A obra "tem algo em comum com os meus trabalhos anteriores: uma pessoa ou um pequeno grupo que combate forças muito poderosas nos EUA", explica.
O governo "sabia" sobre o perigo representado por essas drogas, que causaram meio milhão de mortes até agora.
A cineasta reivindica um trabalho "de colaboração, maior do que um relacionamento" superficial com os seus protagonistas.
"Provocador"
"Tenho uma grande responsabilidade", afirma.
"Com Edward Snowden, literalmente tinha a sua vida entre as minhas mãos. O menor erro poderia acabar na prisão ou até algo pior", garante a documentarista.
Após uma longa viagem por diversos países, Snowden vive na Rússia e o presidente Vladimir Putin concedeu-lhe nacionalidade russa no ano passado.
Poitras confirma que esta época "foi a mais aterrorizante" da sua carreira.
"Não sabia se poderia voltar para os EUA. Nesse sentido, ser reconhecida como jornalista e cineasta claramente protegeu-me", admitiu.
O empenho desta cineasta veio do trauma causado pelo 11 de setembro de 2001 e a "guerra ao terrorismo", que desencadeou os ataques da Al-Qaeda.
Para esta natural de Boston, "a dominação mundial, a ocupação, a tortura, os campos (de prisão), tudo isso foi repugnante e acho que foi naquele momento que senti que tinha que dar uma resposta para isto, ao sofrimento que o meu governo infligiu em todo o mundo".
Os "EUA conseguiram radicalizar novas gerações que agora nos odeiam.
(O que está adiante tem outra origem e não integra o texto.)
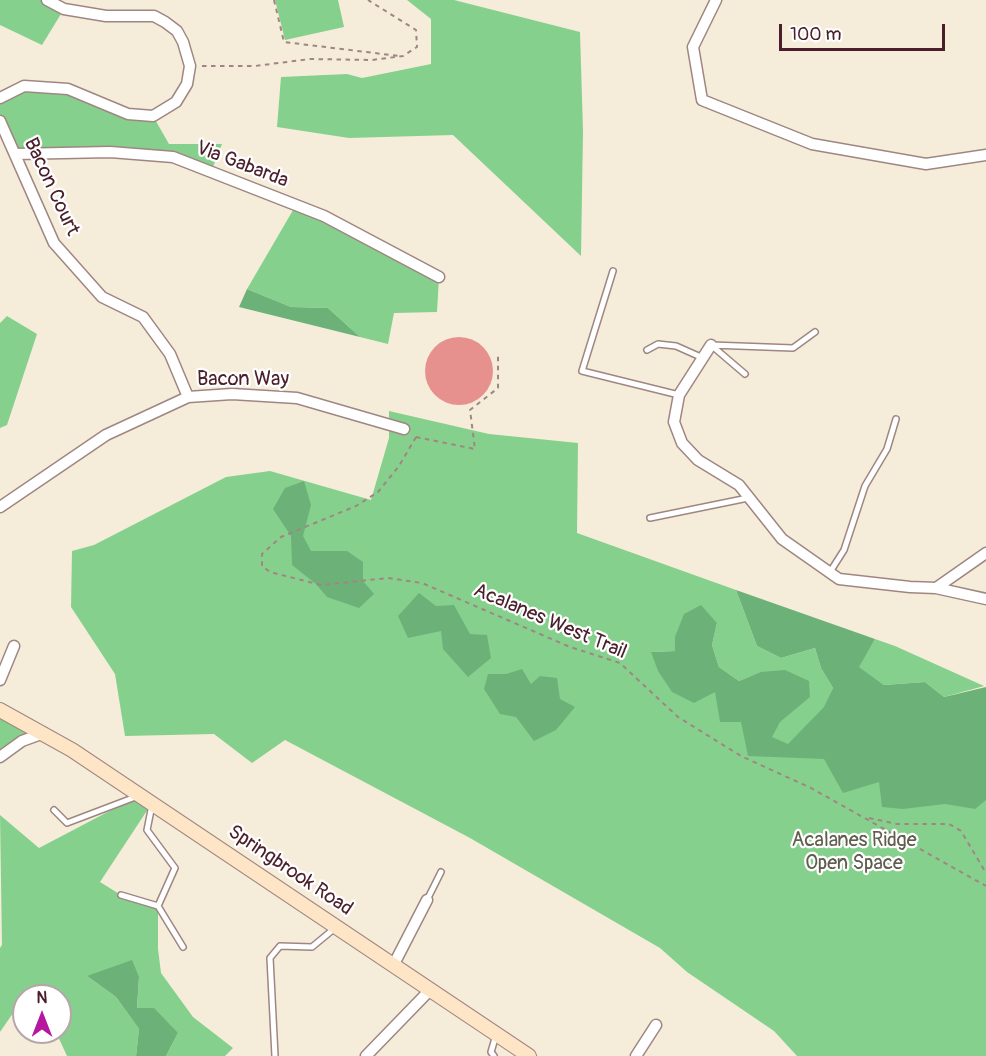 <!DOCTYPE html>
<style>
body{margin:0}
#map{position:relative;width:986px;height:1056px;overflow:hidden;background:#f5edda;font-family:Pangolin,sans-serif}
canvas{display:block}
.north{position:absolute;left:12px;top:984px;width:60px;height:60px;box-sizing:border-box;background:#fff;border:2px solid #b7a5aa;border-radius:50%;rotate:0deg;font-size:16px;font-weight:700;line-height:24px;text-align:center;color:#4a1f2b}
.north::after{content:'';display:block;margin:auto;width:21px;height:27px;background:#b5179e;clip-path:polygon(50% 0,100% 100%,50% 72%,0 100%)}
.scale{position:absolute;left:779px;top:24px;width:166px;height:27px;box-sizing:border-box;border:3px solid #4a1f2b;border-top:0;padding-left:8px;font-size:18px;line-height:21px;white-space:nowrap;color:#4a1f2b;-webkit-text-stroke:4px #fff;paint-order:stroke}
</style>
<div id="map">
<canvas width="986" height="1056"></canvas>
<div class="north">N</div>
<div class="scale">100 m</div>
</div>
<script>
const ctx = document.querySelector('canvas').getContext('2d');
ctx.lineJoin = 'round';
function fillPath(path, color) { ctx.fillStyle = color; ctx.fill(path, 'evenodd'); }
const poly = rows => new Path2D(rows.map(r => 'M' + r).join(''));
function stroke(path, color, width, dash) { ctx.strokeStyle = color; ctx.lineWidth = width; ctx.lineCap = dash ? 'butt' : 'round'; ctx.setLineDash(dash || []); ctx.stroke(path); }
function write(font, color, halo, rows, align = 'center') {
  ctx.font = font + ' Pangolin,sans-serif'; ctx.lineWidth = 4.5; ctx.setLineDash([]); ctx.textBaseline = 'middle'; ctx.strokeStyle = halo; ctx.fillStyle = color; for (const [text, x, y, turn = 0] of rows) {
    ctx.save(); ctx.translate(x, y); ctx.rotate((+turn || 0) * Math.PI / 180); ctx.textAlign = isNaN(turn) ? turn : align; if (halo) ctx.strokeText(text, 0, 0); ctx.fillText(text, 0, 0); ctx.restore();
  }
}
fillPath(poly([
 [0,0,47,0,64,9,42,45,0,25],
 [275,0,338,0,344,27,285,40],
 [407,0,454,0,580,32,583,131,581,256,453,135,349,138,277,127,281,77,347,74,362,78,431,64,431,19],
 [30,86,68,89,128,114,153,116,169,144,222,144,211,172,172,157,16,154,0,121,0,99],
 [296,205,439,277,437,312,394,313,388,344,360,337,328,308,291,307,247,289],
 [7,316,37,334,7,425,0,428,0,323],
 [389,411,489,434,578,443,577,533,736,590,757,646,781,658,815,648,821,668,833,688,825,707,812,720,986,719,986,1056,797,1056,774,1031,687,972,660,948,470,838,285,740,252,763,214,734,125,736,115,674,71,607,72,551,94,545,226,477,270,471,371,500,389,438],
 [717,623,712,645,719,667,739,681,761,672,715,692,651,652,675,651],
 [875,639,895,646,984,686,944,697,925,682,884,685,858,667],
 [0,717,30,736,0,757],
 [140,795,152,803,100,882,121,895,158,906,158,949,161,973,193,1017,233,1048,225,1056,166,1056,178,1033,137,1009,139,977,87,976,116,997,139,1029,136,1056,67,1056,56,1032,60,1032,60,996,24,996,24,1001,22,1000,0,1032,0,948,2,945,0,815,39,848]
]), '#86d08d');
fillPath(poly([
 [247,289,291,307,328,308,360,337,239,307],
 [304,481,311,505,303,536,311,551,347,551,363,562,363,581,374,594,359,608,327,597,316,584,292,565,291,536,273,509,285,488],
 [736,590,875,639,859,667,884,685,925,682,944,697,986,687,986,800,975,809,945,804,903,809,882,807,879,782,843,793,824,759,748,756,741,722,720,722,715,692,694,703,672,692,658,671,651,652,675,651,675,637,684,614,701,605,717,623,712,645,719,667,739,681,761,672,785,670,809,681,810,697,780,722,772,737,788,744,824,707,833,688,821,668,815,648,781,658,757,646],
 [419,593,436,606,454,605,470,634,487,635,491,658,468,677,443,649,441,631,408,638,398,616],
 [522,669,531,684,540,676,557,678,560,699,575,707,556,730,534,741,516,717,500,714,484,689,488,674,506,674],
 [132,960,139,977,137,1008,154,1008,178,1033,166,1056,136,1056,139,1029,116,997,87,976]
]), '#6cb278');
fillPath(poly([
 '425 371a34 34 0 1 1 68 0a34 34 0 1 1-68 0Z'
]), '#e7918f');
const lane = poly([
 [613,271,582,371,679,395],
 [711,345,793,348,815,332],
 [711,345,745,374],
 [647,350,658,344,676,346,703,358],
 [650,518,748,498],
 [830,572,844,550,865,486,887,449,896,419],
 [152,805,147,830,175,868,158,906,183,947],
 [54,810,67,823,138,796],
 [121,895,158,906],
 [427,900,441,872],
 [275,1056,270,958,280,946,312,947,335,928],
 [494,1056,491,1052,496,1035]
]);
const street = poly([
 [716,0,693,47,702,100,812,144,926,164,986,155],
 [0,98,24,86,68,89,128,114,153,116,176,102,187,84,190,66,183,42,177,31,165,22,154,16,106,16,64,9,47,0],
 [0,121,54,243,102,297,143,317,170,354,188,397],
 [16,154,110,152,173,157,324,216,439,277],
 [711,345,679,395,674,422,682,443,698,460,739,485,782,539,839,579,910,587,936,588,986,553],
 [0,507,106,435,188,397,232,394,297,398,404,429],
 [936,588,986,599],
 [0,680,14,646],
 [0,757,22,741,44,733],
 [394,964,427,900],
 [366,1056,430,990],
 [636,1056,656,1025]
]);
const secondary = poly([
 [0,710,72,750,529,1056]
]);
stroke(lane, '#a08682', 8);
stroke(street, '#a08682', 13);
stroke(secondary, '#a08682', 16);
stroke(poly([
 [274,0,284,42,399,56],
 [202,66,255,66,310,59,372,60,403,56,417,47,416,30,368,0],
 [416,437,399,466,378,492,356,506,281,537,262,554,262,566,270,572,321,585,388,578,422,583,570,647,620,663,678,717,741,756,811,788,986,886],
 [416,437,475,449,470,410,498,388,498,354],
 [869,818,897,824,949,824,961,831,986,873]
]), '#a08682', 2, [4.5, 4.5]);
stroke(lane, '#fff', 5);
stroke(street, '#fff', 10);
stroke(secondary, '#fee5c5', 14);
write('20px', '#4a1f2b', '#fff', [
 ["Via Gabarda",242,165,21],
 ["Bacon Court",51,187,65],
 ["Bacon Way",243,380],
 ["Acalanes West Trail",550,622,23],
 ["Springbrook Road",290,871,34]
]);
write('20px', '#5f5d4d', '#fff', [
 ["Acalanes Ridge",854,841],
 ["Open Space",854,864]
]);
</script>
É um desastre absoluto, não poderia ser pior", garantiu.
Premiada com um Pulitzer, Poitras continua a acreditar no poder da imprensa: "o bom jornalismo é sempre provocador. O mau jornalismo é curvar-se para se aproximar dos poderosos".
O esforço dos EUA para obter a extradição de Julian Assange, preso desde 2019 no Reino Unido, oferece "uma imagem muito sombria" para o futuro do jornalismo.
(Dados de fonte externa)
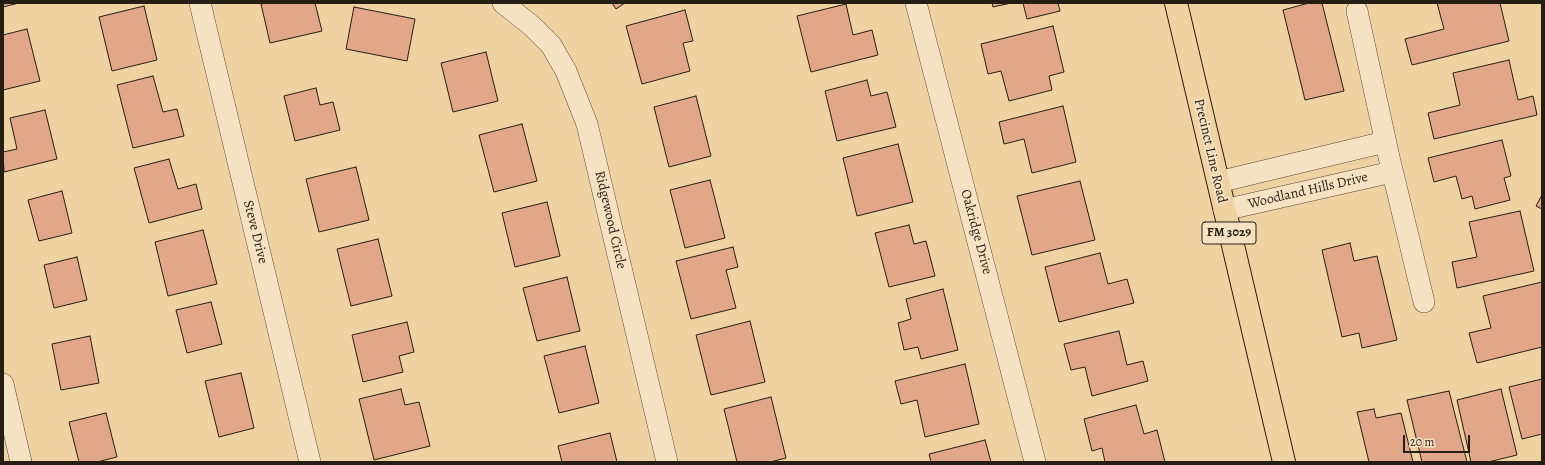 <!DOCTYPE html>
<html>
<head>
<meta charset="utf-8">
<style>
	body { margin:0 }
	#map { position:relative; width:1545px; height:465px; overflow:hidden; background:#eed2a2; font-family:Alegreya,serif }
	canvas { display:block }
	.frame { position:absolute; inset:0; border:4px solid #261d14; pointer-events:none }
	.scale { position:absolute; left:1403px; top:435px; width:67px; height:18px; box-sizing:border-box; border:2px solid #261d14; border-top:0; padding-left:5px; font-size:12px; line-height:14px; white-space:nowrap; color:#261d14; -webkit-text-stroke:3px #f4e2c3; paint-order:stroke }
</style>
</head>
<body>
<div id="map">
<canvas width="1545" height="465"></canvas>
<div class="frame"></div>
<div class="scale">20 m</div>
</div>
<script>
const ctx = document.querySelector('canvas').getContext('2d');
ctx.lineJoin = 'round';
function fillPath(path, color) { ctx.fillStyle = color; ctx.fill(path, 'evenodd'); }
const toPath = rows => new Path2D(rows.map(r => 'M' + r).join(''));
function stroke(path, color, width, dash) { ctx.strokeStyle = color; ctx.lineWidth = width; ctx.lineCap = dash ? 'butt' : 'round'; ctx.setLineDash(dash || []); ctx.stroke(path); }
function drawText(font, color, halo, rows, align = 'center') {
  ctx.font = font + ' Alegreya,serif'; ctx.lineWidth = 3.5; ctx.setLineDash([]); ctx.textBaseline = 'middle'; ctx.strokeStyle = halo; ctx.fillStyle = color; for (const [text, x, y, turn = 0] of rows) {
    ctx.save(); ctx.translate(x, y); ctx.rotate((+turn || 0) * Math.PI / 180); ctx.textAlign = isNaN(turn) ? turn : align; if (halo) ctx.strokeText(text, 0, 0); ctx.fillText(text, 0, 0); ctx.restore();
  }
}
const building = toPath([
	[3,3,19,3,3,7,3,3],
	[267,3,315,3,322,31,270,43,261,4,267,3],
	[612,3,625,3,616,9,612,3],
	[992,3,1011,3,993,7,992,3],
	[1023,3,1058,3,1060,11,1027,19,1023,3],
	[1309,3,1322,3,1344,91,1305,100,1283,10,1309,3],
	[1437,3,1500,3,1509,41,1412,65,1405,39,1444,29,1437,3],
	[846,4,853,35,872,30,878,55,811,72,797,16,846,4],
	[144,6,157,60,112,71,99,17,144,6],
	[354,7,415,19,407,61,346,49,354,7],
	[685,10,693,41,683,43,690,71,642,84,626,26,685,10],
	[1053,26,1064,72,1049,76,1052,90,1009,101,1001,71,988,74,981,44,1053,26],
	[27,29,40,81,3,90,3,35,27,29],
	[486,52,498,101,453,112,441,63,486,52],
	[1509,60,1518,100,1533,96,1537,115,1434,139,1428,113,1460,105,1453,73,1509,60],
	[153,76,163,112,177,109,184,136,133,148,117,85,153,76],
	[867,80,871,96,887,92,896,127,837,141,825,91,867,80],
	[316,88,320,105,333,102,340,130,295,141,284,96,316,88],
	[696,96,711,156,669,167,654,107,696,96],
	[1063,106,1076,162,1032,173,1024,139,1004,144,999,122,1063,106],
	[45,110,57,159,4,172,3,152,17,149,10,118,45,110],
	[522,124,537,181,494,192,479,135,522,124],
	[1502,140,1511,176,1504,178,1510,200,1475,209,1472,196,1462,199,1456,176,1434,182,1428,158,1502,140],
	[898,144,913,202,857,216,843,158,898,144],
	[169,159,178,189,196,184,202,209,149,223,134,168,169,159],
	[356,167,369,220,319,232,306,179,356,167],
	[710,180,725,238,685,248,670,190,710,180],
	[1080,181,1095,240,1032,255,1017,196,1080,181],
	[62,191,72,233,39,241,28,200,62,191],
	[1542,195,1542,209,1536,206,1542,195],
	[547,202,560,256,515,267,502,213,547,202],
	[1520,211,1534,271,1457,288,1452,262,1477,257,1469,222,1520,211],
	[909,225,914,244,926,241,935,276,889,287,875,233,909,225],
	[203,230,217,284,168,296,155,242,203,230],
	[378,239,392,296,351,306,337,249,378,239],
	[1350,243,1354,261,1377,256,1397,340,1362,348,1359,333,1342,337,1322,250,1350,243],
	[733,247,738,267,726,270,736,308,691,319,676,261,733,247],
	[1100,253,1108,284,1127,279,1134,303,1059,322,1045,267,1100,253],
	[77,257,87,300,54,308,44,265,77,257],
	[567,277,580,331,537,341,523,288,567,277],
	[1542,282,1542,347,1477,363,1469,333,1491,328,1483,296,1542,282],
	[943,289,958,350,921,359,918,347,904,350,898,323,911,319,906,299,943,289],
	[211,302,222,344,187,353,176,310,211,302],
	[750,321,765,382,711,395,696,335,750,321],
	[407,322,414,352,399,356,403,372,363,382,352,335,407,322],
	[1119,331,1127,365,1143,361,1148,381,1092,396,1085,367,1071,370,1064,344,1119,331],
	[90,336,99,383,61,390,52,344,90,336],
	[585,346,599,403,559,413,544,356,585,346],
	[965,364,979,424,925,437,917,400,901,404,895,381,965,364],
	[241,373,254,428,219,437,205,381,241,373],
	[1542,379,1542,434,1522,439,1509,387,1542,379],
	[401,389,405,405,419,402,430,446,374,460,359,399,401,389],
	[1501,389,1517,455,1488,462,1471,462,1457,400,1501,389],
	[1449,391,1467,462,1422,462,1407,400,1449,391],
	[771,397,786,458,770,462,737,462,724,409,771,397],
	[1136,405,1144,434,1157,430,1165,462,1105,462,1102,448,1092,451,1084,419,1136,405],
	[1374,409,1376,418,1401,413,1413,462,1369,462,1357,412,1374,409],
	[106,413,117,457,97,462,79,462,69,422,106,413],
	[610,433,617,462,562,462,558,446,610,433],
	[985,440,991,462,931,462,929,454,985,440]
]);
fillPath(building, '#e2a788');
stroke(building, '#261d14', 1);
const street = toPath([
	[200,3,310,462],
	[503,3,532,26,551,45,566,71,587,124,667,462],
	[916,3,1035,462],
	[1357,11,1389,157,1424,302],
	[1218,182,1385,142],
	[1224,210,1392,172],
	[3,384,21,462]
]);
const primary = toPath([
	[1176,3,1284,462]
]);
stroke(street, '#584a38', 22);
stroke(primary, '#261d14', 24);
stroke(street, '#f4e2c3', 21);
stroke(primary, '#eed2a2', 22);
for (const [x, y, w] of [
	[1229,233,54]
]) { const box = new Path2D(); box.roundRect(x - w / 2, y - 11, w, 22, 3); ctx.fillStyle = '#f4e2c3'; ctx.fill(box); stroke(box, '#261d14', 1); }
drawText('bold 13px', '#261d14', null, [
	["FM 3029",1229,233]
]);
drawText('14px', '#261d14', '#f4e2c3', [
	["Precinct Line Road",1210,151,77],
	["Woodland Hills Drive",1308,191,-13],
	["Ridgewood Circle",610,220,77],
	["Steve Drive",255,232,76],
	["Oakridge Drive",976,232,75]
]);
</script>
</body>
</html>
"A Europa deveria aumentar a pressão ou conceder-lhe asilo", defendeu.
Laura Poitras explica que foi colocada sob vigilância após o seu primeiro documentário e interrogada durante anos em aeroportos dos EUA: "Coloquei o meu dedo nisso, mas estou feliz por tê-lo feito".
Ao ser questionada se ainda está no radar dos serviços secretos do governo Joe Biden, ela sorri e responde: "Essa é uma questão para o governo".